= INFORMATION PROVIDED =
★ ★ ★ ★ ★ ★ ★

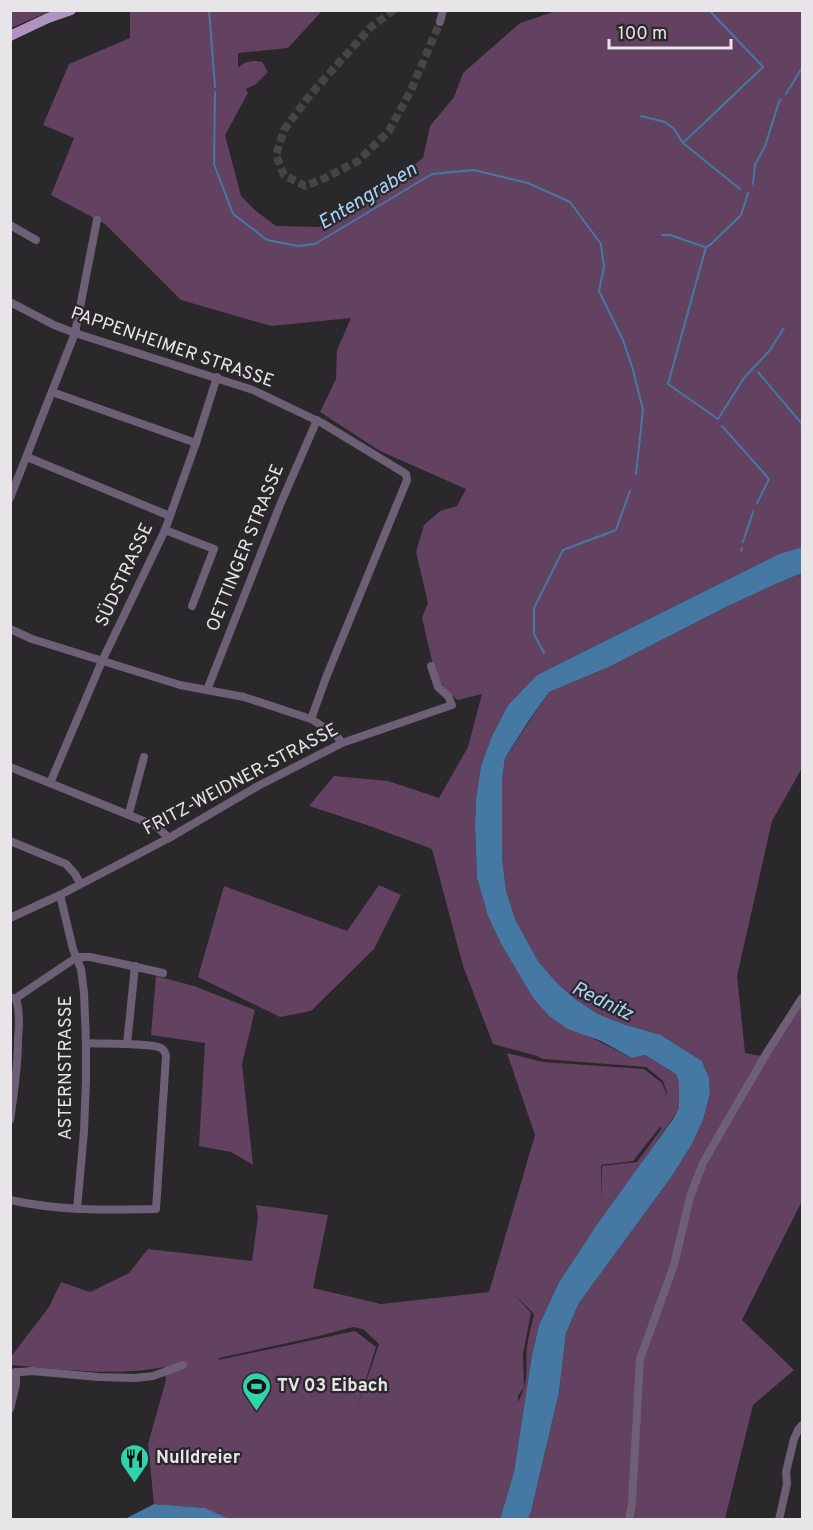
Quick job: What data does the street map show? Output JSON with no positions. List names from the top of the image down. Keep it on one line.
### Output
{"streets":{"street":["PAPPENHEIMER STRASSE","OETTINGER STRASSE","SÜDSTRASSE","FRITZ-WEIDNER-STRASSE","ASTERNSTRASSE"]},"crossings":[["PAPPENHEIMER STRASSE","OETTINGER STRASSE"],["PAPPENHEIMER STRASSE","SÜDSTRASSE"],["FRITZ-WEIDNER-STRASSE","ASTERNSTRASSE"]],"water":["Entengraben","Rednitz"],"places":{"sports":["TV 03 Eibach"],"restaurant":["Nulldreier"]},"scale_bar":"100 m"}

★ ★ ★ ★ ★ ★ ★

= WORK REQUIRED =
Exclude the pictures and give back the rest of the data above exactly as written.

= ANSWER AREA =
Quick job: What data does the street map show? Output JSON with no positions. List names from the top of the image down. Keep it on one line.
### Output
{"streets":{"street":["PAPPENHEIMER STRASSE","OETTINGER STRASSE","SÜDSTRASSE","FRITZ-WEIDNER-STRASSE","ASTERNSTRASSE"]},"crossings":[["PAPPENHEIMER STRASSE","OETTINGER STRASSE"],["PAPPENHEIMER STRASSE","SÜDSTRASSE"],["FRITZ-WEIDNER-STRASSE","ASTERNSTRASSE"]],"water":["Entengraben","Rednitz"],"places":{"sports":["TV 03 Eibach"],"restaurant":["Nulldreier"]},"scale_bar":"100 m"}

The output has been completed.